▸ **INSTRUCTIONS TO FOLLOW**: Take each line in the entries below that holds "bottom" and show it.

※ ※ ※

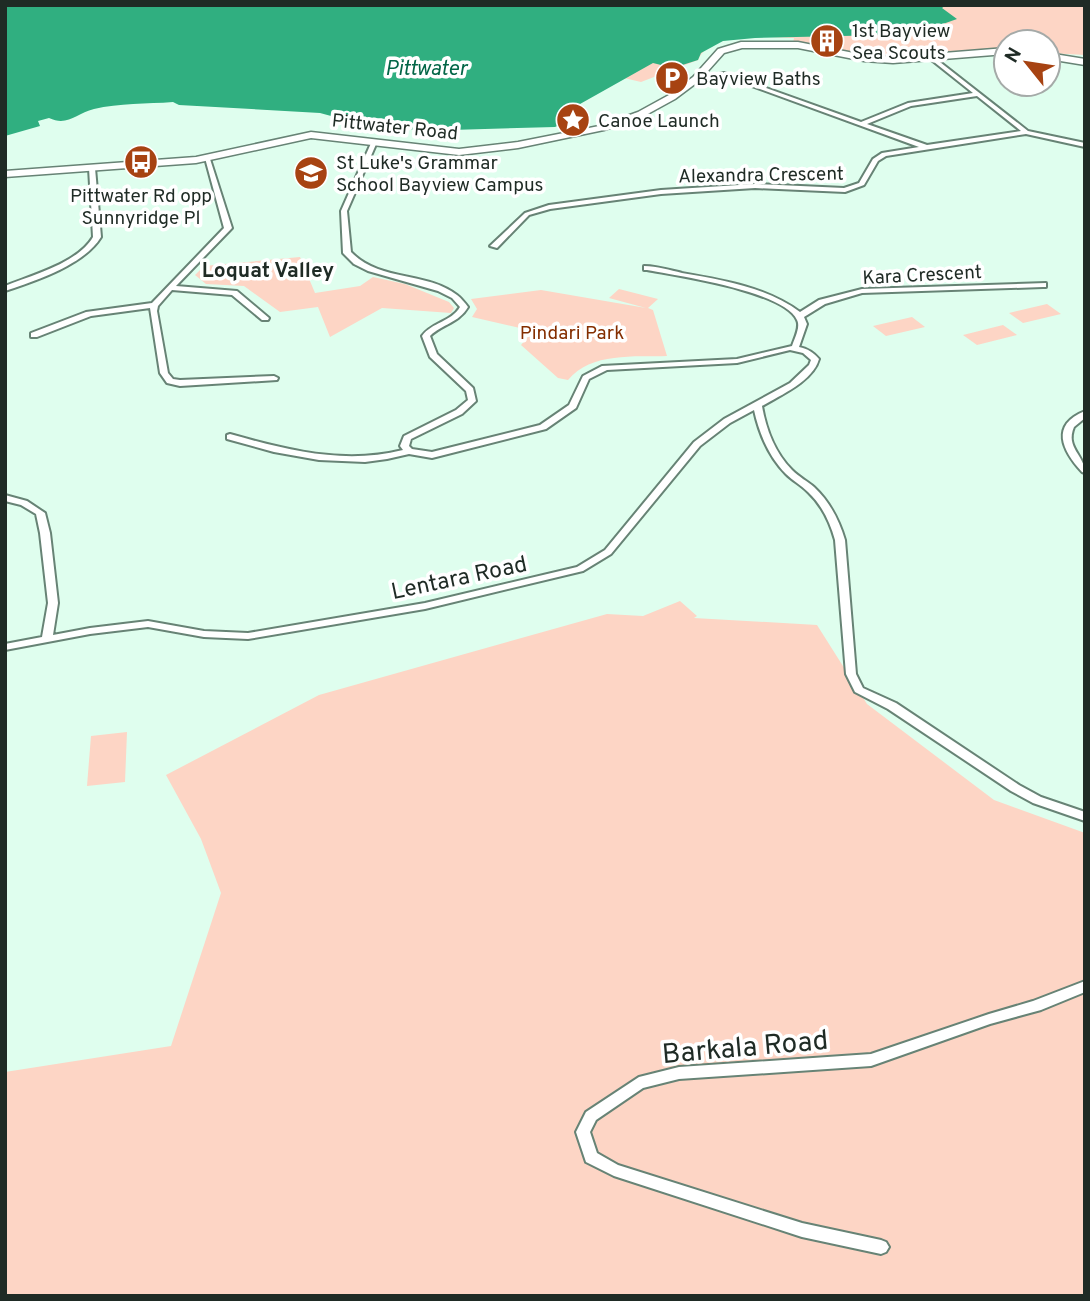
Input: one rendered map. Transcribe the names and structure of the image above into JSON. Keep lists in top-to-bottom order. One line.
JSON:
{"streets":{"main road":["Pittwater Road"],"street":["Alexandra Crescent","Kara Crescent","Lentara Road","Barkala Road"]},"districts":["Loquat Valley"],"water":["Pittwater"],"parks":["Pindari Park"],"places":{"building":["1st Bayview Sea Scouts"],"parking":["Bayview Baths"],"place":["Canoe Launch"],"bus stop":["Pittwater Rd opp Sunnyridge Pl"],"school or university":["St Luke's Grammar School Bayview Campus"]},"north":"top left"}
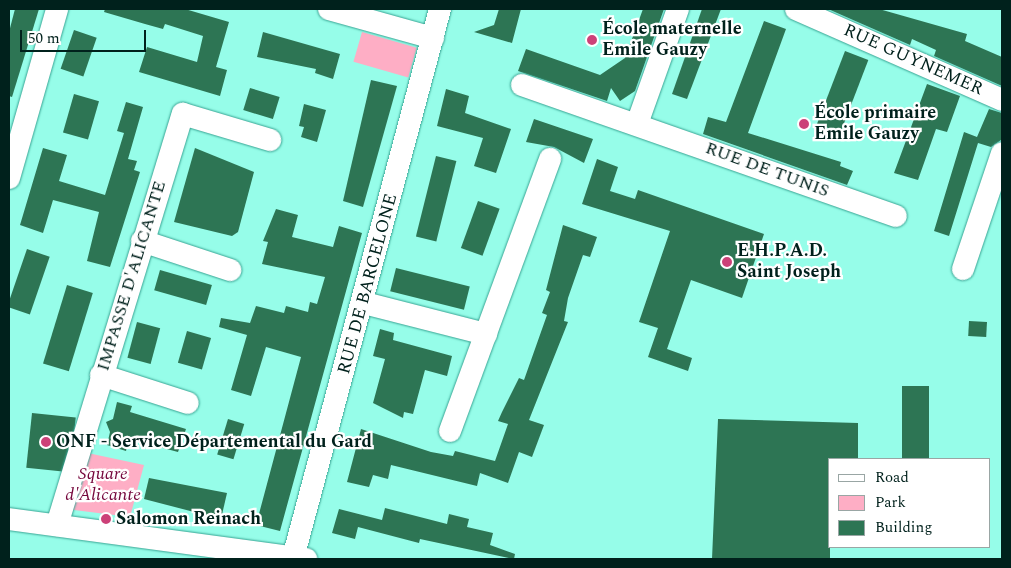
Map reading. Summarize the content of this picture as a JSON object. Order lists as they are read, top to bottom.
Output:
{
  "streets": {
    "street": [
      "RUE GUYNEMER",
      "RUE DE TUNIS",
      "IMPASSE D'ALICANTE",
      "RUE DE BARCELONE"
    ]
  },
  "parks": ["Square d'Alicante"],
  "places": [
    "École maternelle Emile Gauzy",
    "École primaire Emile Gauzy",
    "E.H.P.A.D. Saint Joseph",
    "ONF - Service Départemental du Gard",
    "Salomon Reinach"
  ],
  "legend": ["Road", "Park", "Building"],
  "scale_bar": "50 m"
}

※ ※ ※

▸ **ANSWER BELOW**:
Input: one rendered map. Transcribe the names and structure of the image above into JSON. Keep lists in top-to-bottom order. One line.
Map reading. Summarize the content of this picture as a JSON object. Order lists as they are read, top to bottom.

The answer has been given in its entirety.